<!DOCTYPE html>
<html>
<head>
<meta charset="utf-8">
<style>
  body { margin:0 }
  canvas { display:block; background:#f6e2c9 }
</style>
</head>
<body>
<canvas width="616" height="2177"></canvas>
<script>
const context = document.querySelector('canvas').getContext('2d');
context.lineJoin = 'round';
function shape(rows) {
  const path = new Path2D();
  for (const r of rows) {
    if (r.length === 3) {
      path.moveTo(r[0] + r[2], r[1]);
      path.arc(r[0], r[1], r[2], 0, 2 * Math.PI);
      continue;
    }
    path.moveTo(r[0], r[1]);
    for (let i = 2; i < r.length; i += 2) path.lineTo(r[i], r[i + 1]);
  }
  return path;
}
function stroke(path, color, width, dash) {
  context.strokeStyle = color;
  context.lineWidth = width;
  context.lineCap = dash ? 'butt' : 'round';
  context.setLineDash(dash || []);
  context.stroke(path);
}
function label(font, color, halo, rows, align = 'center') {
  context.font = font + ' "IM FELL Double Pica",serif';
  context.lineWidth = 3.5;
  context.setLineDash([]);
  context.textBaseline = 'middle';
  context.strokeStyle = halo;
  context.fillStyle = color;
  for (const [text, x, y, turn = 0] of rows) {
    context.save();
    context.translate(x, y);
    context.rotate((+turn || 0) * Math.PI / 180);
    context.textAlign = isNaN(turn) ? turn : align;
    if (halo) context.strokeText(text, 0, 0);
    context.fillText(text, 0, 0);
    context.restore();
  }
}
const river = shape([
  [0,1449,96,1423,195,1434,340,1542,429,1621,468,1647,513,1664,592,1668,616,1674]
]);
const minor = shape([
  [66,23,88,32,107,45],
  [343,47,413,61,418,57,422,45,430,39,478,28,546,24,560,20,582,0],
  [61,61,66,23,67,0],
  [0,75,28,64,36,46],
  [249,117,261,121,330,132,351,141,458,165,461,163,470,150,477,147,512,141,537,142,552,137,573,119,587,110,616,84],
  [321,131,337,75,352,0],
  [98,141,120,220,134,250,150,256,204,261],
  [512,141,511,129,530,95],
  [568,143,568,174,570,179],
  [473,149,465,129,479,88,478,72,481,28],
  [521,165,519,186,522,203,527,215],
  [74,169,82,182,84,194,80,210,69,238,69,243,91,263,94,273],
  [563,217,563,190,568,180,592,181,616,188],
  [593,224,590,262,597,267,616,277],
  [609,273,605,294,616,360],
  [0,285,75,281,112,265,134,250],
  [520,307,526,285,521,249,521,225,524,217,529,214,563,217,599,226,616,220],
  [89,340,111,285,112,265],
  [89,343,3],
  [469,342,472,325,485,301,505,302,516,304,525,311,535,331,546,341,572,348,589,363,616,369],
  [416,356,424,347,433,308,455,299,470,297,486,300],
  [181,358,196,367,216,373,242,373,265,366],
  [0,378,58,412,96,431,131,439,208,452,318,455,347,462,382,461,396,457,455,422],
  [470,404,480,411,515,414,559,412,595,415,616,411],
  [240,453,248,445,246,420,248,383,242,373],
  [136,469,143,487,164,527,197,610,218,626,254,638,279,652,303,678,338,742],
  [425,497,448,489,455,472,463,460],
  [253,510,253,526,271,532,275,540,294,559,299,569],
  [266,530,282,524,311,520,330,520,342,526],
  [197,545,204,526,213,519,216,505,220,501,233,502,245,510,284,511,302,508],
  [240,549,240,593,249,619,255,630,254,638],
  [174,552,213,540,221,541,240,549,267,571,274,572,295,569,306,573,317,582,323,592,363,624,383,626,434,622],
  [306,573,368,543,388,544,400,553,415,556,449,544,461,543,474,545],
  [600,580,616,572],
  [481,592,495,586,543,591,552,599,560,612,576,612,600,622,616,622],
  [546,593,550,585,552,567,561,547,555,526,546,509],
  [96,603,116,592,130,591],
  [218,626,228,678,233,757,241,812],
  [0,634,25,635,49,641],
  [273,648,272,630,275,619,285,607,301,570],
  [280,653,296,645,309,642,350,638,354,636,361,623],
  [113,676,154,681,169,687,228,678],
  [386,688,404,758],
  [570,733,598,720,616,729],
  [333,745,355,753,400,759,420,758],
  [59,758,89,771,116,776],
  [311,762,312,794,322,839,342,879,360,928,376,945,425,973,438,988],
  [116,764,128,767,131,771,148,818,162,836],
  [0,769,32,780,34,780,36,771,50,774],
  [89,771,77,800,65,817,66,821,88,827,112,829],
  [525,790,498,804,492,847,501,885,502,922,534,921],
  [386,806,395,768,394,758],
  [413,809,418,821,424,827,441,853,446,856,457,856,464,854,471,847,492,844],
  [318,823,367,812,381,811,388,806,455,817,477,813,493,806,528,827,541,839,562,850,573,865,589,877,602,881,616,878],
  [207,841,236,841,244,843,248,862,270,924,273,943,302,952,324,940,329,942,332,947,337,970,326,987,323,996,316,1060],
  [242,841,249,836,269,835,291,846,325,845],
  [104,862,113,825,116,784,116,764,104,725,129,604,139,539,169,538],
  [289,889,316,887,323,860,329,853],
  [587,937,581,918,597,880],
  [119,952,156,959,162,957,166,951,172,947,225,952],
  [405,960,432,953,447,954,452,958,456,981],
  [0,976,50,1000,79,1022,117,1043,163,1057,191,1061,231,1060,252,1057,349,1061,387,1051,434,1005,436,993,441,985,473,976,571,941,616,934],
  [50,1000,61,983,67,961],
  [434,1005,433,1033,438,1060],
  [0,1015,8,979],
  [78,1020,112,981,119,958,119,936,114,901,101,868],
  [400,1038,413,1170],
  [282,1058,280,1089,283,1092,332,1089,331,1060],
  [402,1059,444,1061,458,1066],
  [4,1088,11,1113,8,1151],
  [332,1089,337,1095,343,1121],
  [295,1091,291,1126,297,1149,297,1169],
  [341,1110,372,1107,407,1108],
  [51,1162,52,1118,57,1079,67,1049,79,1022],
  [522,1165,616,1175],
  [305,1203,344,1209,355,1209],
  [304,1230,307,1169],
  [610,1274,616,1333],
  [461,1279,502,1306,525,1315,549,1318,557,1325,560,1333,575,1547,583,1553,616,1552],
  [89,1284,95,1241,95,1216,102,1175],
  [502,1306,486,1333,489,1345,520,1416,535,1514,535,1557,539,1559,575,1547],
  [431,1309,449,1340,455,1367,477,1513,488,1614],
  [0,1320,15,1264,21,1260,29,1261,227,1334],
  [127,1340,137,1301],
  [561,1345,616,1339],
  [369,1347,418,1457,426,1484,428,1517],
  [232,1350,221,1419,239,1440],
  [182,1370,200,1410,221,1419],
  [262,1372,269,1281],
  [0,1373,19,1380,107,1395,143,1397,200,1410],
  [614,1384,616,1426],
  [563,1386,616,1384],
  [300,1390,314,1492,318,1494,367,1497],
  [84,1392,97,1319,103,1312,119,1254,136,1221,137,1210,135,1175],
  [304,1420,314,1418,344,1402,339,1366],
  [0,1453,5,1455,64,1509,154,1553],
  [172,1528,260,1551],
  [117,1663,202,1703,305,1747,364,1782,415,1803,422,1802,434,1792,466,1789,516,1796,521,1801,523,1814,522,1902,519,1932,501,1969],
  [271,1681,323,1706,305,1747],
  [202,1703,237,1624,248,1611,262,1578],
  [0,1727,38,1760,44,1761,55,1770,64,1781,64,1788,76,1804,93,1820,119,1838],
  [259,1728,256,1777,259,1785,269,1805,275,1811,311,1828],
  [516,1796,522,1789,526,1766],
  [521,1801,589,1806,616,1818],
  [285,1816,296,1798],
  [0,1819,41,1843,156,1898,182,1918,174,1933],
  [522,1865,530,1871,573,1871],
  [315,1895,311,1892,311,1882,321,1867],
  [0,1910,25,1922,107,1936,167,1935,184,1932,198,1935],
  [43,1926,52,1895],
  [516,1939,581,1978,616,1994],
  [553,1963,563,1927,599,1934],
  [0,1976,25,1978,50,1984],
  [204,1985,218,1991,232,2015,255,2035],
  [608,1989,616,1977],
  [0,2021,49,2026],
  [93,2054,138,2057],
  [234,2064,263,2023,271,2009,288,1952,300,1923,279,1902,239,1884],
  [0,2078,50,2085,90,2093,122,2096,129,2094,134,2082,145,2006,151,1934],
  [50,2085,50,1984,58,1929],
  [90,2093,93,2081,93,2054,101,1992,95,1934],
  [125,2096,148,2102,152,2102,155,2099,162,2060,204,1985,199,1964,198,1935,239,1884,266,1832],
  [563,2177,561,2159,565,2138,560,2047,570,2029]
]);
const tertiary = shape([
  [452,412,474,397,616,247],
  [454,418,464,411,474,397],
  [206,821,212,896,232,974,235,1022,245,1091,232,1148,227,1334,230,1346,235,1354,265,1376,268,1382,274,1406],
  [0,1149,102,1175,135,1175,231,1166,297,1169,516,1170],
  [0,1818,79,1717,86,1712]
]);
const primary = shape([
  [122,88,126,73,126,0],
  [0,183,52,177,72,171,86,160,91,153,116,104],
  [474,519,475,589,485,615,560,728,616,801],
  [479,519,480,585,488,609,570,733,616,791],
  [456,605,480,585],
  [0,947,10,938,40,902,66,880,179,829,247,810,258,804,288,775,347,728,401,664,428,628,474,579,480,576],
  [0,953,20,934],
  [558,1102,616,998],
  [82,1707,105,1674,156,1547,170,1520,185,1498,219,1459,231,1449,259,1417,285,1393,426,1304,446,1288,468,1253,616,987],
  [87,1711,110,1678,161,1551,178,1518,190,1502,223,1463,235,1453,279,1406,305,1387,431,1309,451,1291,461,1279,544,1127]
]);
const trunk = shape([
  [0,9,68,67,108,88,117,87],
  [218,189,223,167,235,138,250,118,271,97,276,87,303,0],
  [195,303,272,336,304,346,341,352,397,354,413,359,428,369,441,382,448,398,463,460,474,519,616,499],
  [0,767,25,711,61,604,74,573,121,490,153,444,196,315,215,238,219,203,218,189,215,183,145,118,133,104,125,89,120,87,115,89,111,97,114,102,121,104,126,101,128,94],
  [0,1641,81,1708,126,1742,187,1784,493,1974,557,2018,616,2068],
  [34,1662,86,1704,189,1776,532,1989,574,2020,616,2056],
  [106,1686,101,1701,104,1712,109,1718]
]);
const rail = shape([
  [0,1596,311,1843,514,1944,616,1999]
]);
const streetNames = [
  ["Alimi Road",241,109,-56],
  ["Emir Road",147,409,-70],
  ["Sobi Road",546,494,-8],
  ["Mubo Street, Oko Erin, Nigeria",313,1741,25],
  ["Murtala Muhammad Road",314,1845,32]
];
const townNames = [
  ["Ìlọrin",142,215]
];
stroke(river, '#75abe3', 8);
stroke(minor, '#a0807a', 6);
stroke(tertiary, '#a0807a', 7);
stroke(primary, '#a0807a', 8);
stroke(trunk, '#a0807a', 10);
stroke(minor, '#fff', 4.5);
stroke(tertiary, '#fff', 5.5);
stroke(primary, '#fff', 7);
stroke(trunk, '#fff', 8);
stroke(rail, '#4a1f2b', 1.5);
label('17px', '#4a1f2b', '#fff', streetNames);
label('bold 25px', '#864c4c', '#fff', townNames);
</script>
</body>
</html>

| What is being asked |
Exact reproduction is required: output the lines from the start of the entries above through the line with "const path = new Path2D();".

| Response to this exercise |
<!DOCTYPE html>
<html>
<head>
<meta charset="utf-8">
<style>
  body { margin:0 }
  canvas { display:block; background:#f6e2c9 }
</style>
</head>
<body>
<canvas width="616" height="2177"></canvas>
<script>
const context = document.querySelector('canvas').getContext('2d');
context.lineJoin = 'round';
function shape(rows) {
  const path = new Path2D();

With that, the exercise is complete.